(Stored items from a collection)

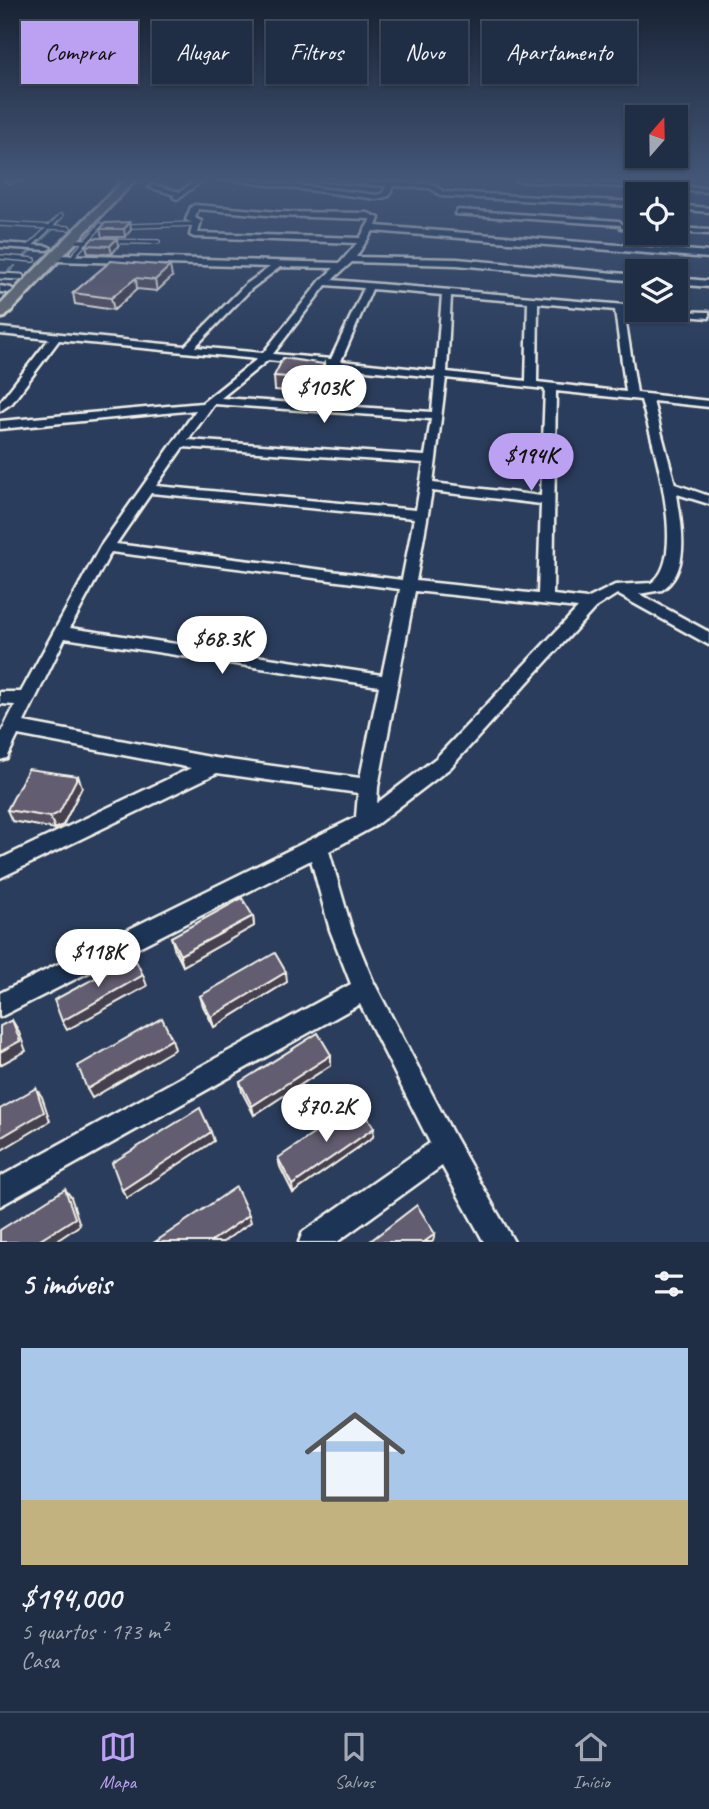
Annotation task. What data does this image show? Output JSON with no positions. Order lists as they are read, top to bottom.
{
  "north": "top",
  "page": {
    "chip": [
      "Comprar",
      "Alugar",
      "Filtros",
      "Novo",
      "Apartamento"
    ],
    "price": [
      "$103K",
      "$194K",
      "$68.3K",
      "$118K",
      "$70.2K"
    ],
    "heading": "5 imóveis",
    "list": [
      {
        "name": "$194,000",
        "note": "5 quartos · 173 m² · Casa"
      }
    ],
    "tabs": ["Mapa", "Salvos", "Início"]
  }
}
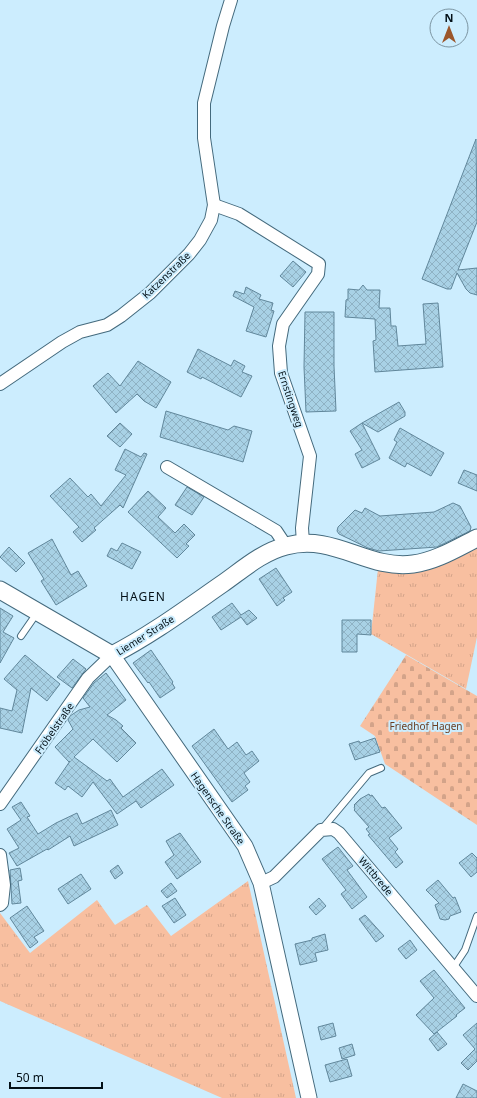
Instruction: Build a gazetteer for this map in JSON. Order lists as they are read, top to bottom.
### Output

■ HOW TO COMPLETE THIS TASK ■
Exactly reproduce the lines of the entries above, from the one containing "Instruction: Build a" to the very last, and no others.

■ EXERCISE OUTPUT ■
Instruction: Build a gazetteer for this map in JSON. Order lists as they are read, top to bottom.
### Output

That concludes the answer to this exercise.